Within its walls Soviet guards stand watch over incredible riches, the priceless heritage of Old Russia: Monomakh’s Cap of gold, used to crown every Russian sovereign, so ancient its origins are unknown; Ivan the Terrible’s jewel-encrusted Book of Gospels; The Diamond Crown of Peter the Great; the long-lost cloth of Christ; Catherine the Great’s off-the shoulder wedding dress; the Golden Easter Egg given to the last Romanov Emperor shortly before he was murdered.

In 1956 David Douglas Duncan, the internationally famous photographer, astonished art and political circles by winning sudden and unprecedented permission from the Soviets to use his color cameras without restriction within the Kremlin. No other photographer, before or since, has ever been granted such carte blanche authority to carry cameras into the Soviet citadel. Gaining the confidence and friendship of Kremlin guards and of his interpreters, Duncan visited Moscow five times over a period of three years to photograph painstakingly the color and incalculable treasures of church and state, the great cathedrals, the throne rooms and even the bedroom of the Tzars. His color transparencies have been transformed into The Kremlin, a photographic document which is unique in subject and execution. Every picture was made with 35mm cameras, then faithfully reproduced by the most advanced technical methods developed in Switzerland.

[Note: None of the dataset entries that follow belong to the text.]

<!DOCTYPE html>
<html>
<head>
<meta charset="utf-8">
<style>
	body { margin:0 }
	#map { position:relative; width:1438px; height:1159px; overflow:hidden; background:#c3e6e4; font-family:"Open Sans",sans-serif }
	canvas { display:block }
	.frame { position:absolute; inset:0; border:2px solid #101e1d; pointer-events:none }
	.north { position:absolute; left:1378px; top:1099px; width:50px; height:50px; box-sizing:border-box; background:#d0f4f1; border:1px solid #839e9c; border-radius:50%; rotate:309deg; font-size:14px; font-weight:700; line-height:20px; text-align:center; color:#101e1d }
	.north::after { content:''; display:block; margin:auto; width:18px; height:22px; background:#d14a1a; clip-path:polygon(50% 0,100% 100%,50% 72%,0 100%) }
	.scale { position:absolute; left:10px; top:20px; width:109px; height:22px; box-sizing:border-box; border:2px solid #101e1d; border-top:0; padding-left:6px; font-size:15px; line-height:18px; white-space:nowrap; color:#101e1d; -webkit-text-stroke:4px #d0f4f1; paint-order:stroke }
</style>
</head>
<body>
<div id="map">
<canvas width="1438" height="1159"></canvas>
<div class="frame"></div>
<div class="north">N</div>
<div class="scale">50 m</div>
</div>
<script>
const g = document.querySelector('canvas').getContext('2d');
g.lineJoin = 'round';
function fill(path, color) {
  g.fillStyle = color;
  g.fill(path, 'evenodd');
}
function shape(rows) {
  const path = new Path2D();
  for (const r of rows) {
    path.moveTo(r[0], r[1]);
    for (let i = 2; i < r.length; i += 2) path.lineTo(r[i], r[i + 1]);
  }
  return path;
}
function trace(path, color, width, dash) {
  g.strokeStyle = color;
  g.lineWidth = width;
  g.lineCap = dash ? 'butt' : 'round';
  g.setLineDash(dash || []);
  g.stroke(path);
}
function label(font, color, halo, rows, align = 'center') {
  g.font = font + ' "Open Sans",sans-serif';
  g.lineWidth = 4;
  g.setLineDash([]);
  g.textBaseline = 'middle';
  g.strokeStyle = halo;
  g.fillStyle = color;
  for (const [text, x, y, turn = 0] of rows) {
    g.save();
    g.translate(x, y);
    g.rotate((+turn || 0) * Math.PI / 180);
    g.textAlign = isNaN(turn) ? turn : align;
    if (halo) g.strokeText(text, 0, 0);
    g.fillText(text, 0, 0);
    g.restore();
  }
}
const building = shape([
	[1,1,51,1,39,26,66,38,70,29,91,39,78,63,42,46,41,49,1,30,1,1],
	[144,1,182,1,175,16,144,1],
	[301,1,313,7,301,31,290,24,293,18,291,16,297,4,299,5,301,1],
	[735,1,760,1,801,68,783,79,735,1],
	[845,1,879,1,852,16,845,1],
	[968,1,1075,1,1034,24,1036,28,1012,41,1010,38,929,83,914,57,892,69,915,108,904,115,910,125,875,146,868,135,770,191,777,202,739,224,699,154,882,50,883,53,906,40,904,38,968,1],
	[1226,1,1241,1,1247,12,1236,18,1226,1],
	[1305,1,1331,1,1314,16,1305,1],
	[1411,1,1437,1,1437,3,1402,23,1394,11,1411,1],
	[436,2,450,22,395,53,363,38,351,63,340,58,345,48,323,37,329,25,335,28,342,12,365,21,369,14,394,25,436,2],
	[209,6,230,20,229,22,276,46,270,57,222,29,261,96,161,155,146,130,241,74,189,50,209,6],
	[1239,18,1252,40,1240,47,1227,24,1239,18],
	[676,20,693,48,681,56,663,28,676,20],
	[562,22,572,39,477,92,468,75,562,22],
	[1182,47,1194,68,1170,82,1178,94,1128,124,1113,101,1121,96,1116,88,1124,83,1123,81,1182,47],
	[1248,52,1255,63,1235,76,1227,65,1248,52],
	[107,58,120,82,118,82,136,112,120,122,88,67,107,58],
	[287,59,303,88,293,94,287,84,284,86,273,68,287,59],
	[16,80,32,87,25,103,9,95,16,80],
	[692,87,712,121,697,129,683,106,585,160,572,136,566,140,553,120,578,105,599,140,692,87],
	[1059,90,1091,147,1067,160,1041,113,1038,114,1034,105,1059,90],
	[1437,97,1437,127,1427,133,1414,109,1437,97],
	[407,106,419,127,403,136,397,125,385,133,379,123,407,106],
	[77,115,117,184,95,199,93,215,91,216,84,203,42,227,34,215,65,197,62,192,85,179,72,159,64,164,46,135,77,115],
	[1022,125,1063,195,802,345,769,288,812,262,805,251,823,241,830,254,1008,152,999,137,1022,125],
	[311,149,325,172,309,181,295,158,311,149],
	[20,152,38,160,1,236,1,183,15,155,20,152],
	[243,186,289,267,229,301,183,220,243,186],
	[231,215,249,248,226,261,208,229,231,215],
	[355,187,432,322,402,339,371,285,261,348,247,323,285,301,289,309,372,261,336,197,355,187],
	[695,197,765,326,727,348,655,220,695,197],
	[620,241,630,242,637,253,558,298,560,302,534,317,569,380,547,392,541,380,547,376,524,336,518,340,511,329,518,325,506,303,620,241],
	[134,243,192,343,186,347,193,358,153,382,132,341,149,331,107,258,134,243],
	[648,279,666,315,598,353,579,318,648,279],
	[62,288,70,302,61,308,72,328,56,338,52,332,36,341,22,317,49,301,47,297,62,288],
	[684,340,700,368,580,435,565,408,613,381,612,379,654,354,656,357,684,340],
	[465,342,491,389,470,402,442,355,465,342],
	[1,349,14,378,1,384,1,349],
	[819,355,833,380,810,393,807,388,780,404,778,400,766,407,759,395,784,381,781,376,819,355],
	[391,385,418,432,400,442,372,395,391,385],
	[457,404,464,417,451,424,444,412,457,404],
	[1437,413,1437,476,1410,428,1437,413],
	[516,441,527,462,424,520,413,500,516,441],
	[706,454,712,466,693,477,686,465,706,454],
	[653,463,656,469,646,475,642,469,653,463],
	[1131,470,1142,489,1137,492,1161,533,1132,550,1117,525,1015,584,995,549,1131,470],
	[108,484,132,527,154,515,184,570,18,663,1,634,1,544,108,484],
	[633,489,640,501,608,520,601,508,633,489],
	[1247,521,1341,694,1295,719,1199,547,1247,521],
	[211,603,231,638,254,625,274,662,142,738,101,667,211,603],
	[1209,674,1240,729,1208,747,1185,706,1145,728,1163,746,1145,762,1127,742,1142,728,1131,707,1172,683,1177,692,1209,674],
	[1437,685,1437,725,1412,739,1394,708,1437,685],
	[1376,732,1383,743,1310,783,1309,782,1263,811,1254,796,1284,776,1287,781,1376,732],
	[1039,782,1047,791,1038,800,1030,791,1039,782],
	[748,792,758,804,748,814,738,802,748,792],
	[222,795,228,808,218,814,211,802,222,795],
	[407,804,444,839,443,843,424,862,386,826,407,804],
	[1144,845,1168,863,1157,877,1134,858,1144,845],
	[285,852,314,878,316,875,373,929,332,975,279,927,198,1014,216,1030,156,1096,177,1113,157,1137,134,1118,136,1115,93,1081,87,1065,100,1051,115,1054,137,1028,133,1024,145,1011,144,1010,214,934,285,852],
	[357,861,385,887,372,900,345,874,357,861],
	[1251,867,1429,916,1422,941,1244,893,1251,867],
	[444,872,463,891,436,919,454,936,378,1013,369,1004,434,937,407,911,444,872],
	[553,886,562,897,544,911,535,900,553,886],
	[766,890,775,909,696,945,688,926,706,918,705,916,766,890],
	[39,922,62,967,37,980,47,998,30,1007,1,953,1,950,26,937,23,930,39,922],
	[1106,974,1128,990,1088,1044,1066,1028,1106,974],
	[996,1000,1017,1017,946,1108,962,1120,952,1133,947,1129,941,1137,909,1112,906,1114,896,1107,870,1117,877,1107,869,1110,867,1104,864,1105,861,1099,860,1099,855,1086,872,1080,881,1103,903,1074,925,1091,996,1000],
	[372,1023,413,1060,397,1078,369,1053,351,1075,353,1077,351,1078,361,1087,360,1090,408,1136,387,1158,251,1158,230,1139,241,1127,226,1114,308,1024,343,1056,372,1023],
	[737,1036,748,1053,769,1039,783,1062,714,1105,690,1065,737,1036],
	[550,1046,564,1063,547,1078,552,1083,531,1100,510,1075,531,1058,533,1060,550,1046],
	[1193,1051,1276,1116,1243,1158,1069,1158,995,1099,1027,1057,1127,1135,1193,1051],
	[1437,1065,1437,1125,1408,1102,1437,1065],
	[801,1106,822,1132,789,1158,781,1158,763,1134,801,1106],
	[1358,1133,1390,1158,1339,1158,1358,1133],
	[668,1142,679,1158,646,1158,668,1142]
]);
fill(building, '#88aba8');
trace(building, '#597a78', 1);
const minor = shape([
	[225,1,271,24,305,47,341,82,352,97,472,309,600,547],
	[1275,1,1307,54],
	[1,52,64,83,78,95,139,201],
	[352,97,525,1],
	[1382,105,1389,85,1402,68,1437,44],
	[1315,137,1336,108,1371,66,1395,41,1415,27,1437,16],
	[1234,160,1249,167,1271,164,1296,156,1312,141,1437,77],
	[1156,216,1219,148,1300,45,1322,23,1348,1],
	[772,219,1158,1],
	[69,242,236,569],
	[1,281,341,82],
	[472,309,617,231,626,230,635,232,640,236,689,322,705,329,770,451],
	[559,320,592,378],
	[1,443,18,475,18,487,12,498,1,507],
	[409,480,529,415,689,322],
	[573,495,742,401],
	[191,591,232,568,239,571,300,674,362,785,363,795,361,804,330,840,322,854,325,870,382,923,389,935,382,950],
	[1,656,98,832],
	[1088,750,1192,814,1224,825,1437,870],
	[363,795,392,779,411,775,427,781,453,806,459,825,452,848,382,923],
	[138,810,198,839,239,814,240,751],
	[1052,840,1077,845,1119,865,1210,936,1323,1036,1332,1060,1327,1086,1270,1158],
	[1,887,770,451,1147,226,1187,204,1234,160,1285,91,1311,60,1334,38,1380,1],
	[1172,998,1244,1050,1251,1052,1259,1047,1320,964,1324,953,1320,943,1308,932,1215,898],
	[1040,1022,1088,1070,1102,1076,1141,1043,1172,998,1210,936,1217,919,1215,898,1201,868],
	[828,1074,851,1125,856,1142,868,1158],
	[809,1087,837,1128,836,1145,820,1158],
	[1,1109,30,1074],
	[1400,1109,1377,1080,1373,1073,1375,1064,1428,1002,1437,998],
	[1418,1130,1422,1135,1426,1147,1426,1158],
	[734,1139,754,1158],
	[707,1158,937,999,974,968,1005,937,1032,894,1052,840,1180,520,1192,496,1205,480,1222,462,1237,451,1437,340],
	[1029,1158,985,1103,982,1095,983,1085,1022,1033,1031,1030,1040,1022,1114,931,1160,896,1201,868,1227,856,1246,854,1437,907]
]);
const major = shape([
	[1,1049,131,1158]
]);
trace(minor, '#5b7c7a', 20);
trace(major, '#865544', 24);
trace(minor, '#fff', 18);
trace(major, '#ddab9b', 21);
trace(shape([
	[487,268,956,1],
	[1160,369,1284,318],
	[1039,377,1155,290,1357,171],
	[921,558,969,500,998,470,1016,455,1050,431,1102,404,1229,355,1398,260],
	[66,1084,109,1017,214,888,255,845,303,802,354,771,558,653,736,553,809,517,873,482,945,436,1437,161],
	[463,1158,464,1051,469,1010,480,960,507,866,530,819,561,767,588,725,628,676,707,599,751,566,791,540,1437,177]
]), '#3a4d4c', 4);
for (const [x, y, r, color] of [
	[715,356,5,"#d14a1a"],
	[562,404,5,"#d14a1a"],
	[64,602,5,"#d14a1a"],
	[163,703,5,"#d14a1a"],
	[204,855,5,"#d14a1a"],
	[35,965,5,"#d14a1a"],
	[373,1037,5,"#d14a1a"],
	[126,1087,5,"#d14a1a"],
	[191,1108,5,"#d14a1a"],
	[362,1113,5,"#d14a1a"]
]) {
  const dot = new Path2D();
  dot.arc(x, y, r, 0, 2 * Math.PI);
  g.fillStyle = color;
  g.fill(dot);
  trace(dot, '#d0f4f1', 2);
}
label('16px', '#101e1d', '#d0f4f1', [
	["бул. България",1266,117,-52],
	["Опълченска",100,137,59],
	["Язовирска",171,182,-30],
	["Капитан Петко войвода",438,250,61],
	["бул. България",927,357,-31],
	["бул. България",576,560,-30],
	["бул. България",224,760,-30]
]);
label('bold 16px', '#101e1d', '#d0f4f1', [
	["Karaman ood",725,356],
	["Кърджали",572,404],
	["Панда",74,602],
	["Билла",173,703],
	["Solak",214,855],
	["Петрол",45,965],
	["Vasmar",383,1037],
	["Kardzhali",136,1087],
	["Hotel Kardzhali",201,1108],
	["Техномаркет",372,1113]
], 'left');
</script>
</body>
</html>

Duncan, a veteran journalist as well as an artist with a camera, knew that his work represented more than mere photographs of a fabulous collection of Russian art and architecture: the souls of Tzars, Emperors, serfs and revolutionaries were locked within these grimly towering walls. Each crown, each throne, every icon and gem-studded heirloom was witness to the passions of a particular epoch in Russia’s history — each should be permitted to tell its own romantic and often shocking story.

Thus with his exclusive photos as points of departure in a series of chapters on the tyrants, heroes and saints of Russian history, Duncan has written the text and documentary captions for the 83 color plates in this book, interweaving legend, anecdote, and fascinating detail to create a remarkable, composite portrait of a people and land which are little known in the west today.

The Kremlin offers a rare and startlingly beautiful view through the Iron Curtain. Completely non-political, with its combination of panoramic history and brilliant photography, it is an evocation of the spirit of the Russian past as the Russians themselves feel it — somber, mysterious and magnificent.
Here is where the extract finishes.